• [Dataset entries]
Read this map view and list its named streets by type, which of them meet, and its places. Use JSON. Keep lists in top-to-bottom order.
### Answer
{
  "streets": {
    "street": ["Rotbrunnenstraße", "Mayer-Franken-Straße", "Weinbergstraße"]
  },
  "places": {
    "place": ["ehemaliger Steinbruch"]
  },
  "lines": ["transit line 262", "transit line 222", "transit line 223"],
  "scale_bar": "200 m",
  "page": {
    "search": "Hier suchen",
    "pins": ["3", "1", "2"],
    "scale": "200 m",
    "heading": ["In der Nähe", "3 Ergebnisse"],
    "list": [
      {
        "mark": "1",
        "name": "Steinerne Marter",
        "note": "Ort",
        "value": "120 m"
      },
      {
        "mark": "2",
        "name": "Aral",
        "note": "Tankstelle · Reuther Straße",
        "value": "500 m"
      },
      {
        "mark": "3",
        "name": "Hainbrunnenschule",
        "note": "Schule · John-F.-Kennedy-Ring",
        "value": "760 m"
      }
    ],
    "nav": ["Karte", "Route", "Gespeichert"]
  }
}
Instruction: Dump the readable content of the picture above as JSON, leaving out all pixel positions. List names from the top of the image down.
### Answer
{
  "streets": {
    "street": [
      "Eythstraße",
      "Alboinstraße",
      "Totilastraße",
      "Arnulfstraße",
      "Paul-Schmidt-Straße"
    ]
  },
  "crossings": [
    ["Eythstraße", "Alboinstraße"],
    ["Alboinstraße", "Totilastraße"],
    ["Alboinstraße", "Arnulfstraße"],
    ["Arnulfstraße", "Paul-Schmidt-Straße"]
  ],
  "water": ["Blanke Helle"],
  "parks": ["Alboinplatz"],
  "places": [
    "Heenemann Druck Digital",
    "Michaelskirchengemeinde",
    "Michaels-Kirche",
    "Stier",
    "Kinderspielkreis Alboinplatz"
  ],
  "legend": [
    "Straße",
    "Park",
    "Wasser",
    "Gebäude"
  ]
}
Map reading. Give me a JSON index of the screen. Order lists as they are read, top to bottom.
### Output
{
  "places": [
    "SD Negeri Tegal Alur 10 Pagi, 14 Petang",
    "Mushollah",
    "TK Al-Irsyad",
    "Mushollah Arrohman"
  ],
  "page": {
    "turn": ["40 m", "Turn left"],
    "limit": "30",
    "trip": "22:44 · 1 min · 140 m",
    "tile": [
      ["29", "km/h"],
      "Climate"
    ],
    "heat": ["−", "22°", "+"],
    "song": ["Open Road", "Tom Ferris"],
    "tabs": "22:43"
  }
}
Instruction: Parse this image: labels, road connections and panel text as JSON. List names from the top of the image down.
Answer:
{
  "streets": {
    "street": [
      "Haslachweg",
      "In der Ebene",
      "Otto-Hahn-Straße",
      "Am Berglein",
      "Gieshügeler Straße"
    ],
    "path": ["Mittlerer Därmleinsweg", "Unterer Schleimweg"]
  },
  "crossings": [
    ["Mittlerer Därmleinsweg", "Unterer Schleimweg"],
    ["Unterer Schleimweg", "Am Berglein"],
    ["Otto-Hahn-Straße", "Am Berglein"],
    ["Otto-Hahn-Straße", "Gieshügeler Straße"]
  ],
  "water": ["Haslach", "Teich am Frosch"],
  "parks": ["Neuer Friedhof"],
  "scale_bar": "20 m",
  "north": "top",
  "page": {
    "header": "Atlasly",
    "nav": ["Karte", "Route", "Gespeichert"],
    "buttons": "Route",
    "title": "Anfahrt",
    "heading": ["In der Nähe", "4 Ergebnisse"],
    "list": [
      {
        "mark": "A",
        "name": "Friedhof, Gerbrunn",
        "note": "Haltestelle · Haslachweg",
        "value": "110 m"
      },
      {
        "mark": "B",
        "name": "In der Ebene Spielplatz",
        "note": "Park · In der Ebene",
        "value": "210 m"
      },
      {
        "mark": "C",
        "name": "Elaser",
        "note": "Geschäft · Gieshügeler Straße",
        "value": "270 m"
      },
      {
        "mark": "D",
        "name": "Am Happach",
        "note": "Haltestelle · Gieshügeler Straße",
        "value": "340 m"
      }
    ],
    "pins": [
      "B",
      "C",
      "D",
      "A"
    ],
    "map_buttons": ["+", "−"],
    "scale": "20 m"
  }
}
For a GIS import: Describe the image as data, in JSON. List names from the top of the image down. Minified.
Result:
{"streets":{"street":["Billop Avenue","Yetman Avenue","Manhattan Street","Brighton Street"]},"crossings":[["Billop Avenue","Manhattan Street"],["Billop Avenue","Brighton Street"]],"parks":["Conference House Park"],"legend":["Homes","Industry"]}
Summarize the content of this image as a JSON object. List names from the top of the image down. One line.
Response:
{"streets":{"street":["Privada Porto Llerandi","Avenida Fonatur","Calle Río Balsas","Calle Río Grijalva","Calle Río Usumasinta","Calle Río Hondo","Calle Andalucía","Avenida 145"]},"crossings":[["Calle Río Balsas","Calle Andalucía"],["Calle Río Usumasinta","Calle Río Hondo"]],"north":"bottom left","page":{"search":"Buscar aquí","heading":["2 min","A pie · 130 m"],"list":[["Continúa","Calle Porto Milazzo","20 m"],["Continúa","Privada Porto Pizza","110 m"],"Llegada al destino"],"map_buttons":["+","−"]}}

• [Task directions] Starting at the line above that contains "Instruction: Parse this", repeat each line exactly up to and including the line that contains "For a GIS import: Describe", and stop there.

• [Output of the exercise]
Instruction: Parse this image: labels, road connections and panel text as JSON. List names from the top of the image down.
Answer:
{
  "streets": {
    "street": [
      "Haslachweg",
      "In der Ebene",
      "Otto-Hahn-Straße",
      "Am Berglein",
      "Gieshügeler Straße"
    ],
    "path": ["Mittlerer Därmleinsweg", "Unterer Schleimweg"]
  },
  "crossings": [
    ["Mittlerer Därmleinsweg", "Unterer Schleimweg"],
    ["Unterer Schleimweg", "Am Berglein"],
    ["Otto-Hahn-Straße", "Am Berglein"],
    ["Otto-Hahn-Straße", "Gieshügeler Straße"]
  ],
  "water": ["Haslach", "Teich am Frosch"],
  "parks": ["Neuer Friedhof"],
  "scale_bar": "20 m",
  "north": "top",
  "page": {
    "header": "Atlasly",
    "nav": ["Karte", "Route", "Gespeichert"],
    "buttons": "Route",
    "title": "Anfahrt",
    "heading": ["In der Nähe", "4 Ergebnisse"],
    "list": [
      {
        "mark": "A",
        "name": "Friedhof, Gerbrunn",
        "note": "Haltestelle · Haslachweg",
        "value": "110 m"
      },
      {
        "mark": "B",
        "name": "In der Ebene Spielplatz",
        "note": "Park · In der Ebene",
        "value": "210 m"
      },
      {
        "mark": "C",
        "name": "Elaser",
        "note": "Geschäft · Gieshügeler Straße",
        "value": "270 m"
      },
      {
        "mark": "D",
        "name": "Am Happach",
        "note": "Haltestelle · Gieshügeler Straße",
        "value": "340 m"
      }
    ],
    "pins": [
      "B",
      "C",
      "D",
      "A"
    ],
    "map_buttons": ["+", "−"],
    "scale": "20 m"
  }
}
For a GIS import: Describe the image as data, in JSON. List names from the top of the image down. Minified.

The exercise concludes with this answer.